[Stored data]
- - -

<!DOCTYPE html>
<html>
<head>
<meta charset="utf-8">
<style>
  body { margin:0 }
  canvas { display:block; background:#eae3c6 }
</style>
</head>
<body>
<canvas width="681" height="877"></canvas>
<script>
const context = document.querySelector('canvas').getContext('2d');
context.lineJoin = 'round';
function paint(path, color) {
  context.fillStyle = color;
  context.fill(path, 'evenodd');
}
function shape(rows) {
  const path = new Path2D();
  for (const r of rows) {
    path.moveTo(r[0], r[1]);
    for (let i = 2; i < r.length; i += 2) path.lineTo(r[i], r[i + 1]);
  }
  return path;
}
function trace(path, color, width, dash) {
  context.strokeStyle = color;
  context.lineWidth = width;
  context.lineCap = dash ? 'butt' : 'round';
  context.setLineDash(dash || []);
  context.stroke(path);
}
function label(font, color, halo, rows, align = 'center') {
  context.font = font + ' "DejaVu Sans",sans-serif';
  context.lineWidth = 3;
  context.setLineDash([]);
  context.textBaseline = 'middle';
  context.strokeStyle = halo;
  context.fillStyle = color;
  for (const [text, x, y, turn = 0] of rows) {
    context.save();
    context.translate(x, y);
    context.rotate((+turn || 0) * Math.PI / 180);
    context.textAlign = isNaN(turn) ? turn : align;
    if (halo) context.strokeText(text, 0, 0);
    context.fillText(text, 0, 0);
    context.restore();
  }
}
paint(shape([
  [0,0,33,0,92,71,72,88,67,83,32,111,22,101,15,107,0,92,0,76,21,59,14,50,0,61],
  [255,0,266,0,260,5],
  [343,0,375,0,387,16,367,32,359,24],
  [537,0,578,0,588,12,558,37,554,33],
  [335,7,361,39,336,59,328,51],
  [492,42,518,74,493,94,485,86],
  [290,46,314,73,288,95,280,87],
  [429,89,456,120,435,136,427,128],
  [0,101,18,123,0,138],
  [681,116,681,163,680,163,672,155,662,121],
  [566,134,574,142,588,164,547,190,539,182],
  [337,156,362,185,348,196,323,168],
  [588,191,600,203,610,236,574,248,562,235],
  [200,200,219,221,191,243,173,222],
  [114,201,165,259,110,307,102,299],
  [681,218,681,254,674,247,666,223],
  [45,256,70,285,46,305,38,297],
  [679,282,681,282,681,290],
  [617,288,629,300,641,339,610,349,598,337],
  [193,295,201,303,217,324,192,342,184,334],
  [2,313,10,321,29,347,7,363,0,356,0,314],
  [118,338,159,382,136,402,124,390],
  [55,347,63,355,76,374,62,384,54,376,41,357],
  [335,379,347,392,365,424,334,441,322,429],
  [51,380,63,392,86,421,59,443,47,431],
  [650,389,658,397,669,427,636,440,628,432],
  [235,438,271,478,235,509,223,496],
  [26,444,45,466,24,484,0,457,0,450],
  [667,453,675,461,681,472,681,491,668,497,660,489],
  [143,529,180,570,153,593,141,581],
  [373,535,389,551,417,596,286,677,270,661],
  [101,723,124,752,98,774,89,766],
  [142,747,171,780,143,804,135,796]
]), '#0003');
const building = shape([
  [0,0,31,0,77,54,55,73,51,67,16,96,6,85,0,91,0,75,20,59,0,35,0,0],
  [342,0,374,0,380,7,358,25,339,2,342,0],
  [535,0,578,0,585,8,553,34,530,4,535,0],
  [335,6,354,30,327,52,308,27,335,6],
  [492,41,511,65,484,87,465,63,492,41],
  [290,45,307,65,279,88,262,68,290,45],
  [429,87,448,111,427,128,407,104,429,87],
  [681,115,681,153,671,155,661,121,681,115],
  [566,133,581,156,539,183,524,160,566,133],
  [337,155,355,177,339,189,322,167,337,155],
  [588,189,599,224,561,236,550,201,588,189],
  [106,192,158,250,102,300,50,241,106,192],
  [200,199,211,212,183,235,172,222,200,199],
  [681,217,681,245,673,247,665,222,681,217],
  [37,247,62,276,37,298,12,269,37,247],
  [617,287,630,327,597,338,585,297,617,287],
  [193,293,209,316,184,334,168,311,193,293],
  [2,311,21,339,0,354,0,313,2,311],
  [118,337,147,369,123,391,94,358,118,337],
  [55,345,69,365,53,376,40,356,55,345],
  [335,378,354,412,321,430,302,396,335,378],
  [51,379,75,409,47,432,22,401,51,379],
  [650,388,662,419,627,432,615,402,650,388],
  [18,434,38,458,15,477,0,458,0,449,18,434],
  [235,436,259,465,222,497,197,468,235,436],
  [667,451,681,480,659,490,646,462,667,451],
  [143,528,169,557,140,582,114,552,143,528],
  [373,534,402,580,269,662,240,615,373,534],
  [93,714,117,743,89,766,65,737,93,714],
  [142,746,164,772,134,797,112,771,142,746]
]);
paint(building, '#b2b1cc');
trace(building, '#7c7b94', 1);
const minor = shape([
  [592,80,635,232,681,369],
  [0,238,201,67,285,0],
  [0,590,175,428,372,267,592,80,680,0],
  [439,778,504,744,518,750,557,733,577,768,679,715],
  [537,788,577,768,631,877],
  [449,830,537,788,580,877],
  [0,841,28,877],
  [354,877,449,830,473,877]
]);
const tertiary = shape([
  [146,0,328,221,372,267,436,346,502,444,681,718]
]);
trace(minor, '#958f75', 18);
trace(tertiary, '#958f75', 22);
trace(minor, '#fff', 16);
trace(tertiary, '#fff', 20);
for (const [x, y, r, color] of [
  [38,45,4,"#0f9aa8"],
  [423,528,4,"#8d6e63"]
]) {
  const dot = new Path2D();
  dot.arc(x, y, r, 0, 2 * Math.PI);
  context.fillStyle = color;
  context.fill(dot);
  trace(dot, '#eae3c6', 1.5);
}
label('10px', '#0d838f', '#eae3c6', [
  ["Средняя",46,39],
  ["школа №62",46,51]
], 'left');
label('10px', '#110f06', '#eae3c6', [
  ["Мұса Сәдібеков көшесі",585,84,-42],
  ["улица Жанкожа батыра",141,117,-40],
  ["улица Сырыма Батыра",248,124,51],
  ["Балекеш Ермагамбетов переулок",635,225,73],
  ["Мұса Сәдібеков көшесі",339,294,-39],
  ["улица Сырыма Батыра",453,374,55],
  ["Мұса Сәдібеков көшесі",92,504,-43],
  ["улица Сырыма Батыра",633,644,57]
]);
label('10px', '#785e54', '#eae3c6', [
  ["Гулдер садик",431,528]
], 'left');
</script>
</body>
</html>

- - -

Work task: Report how many lines in this data include the string "Math", and nothing else.

Task output: 2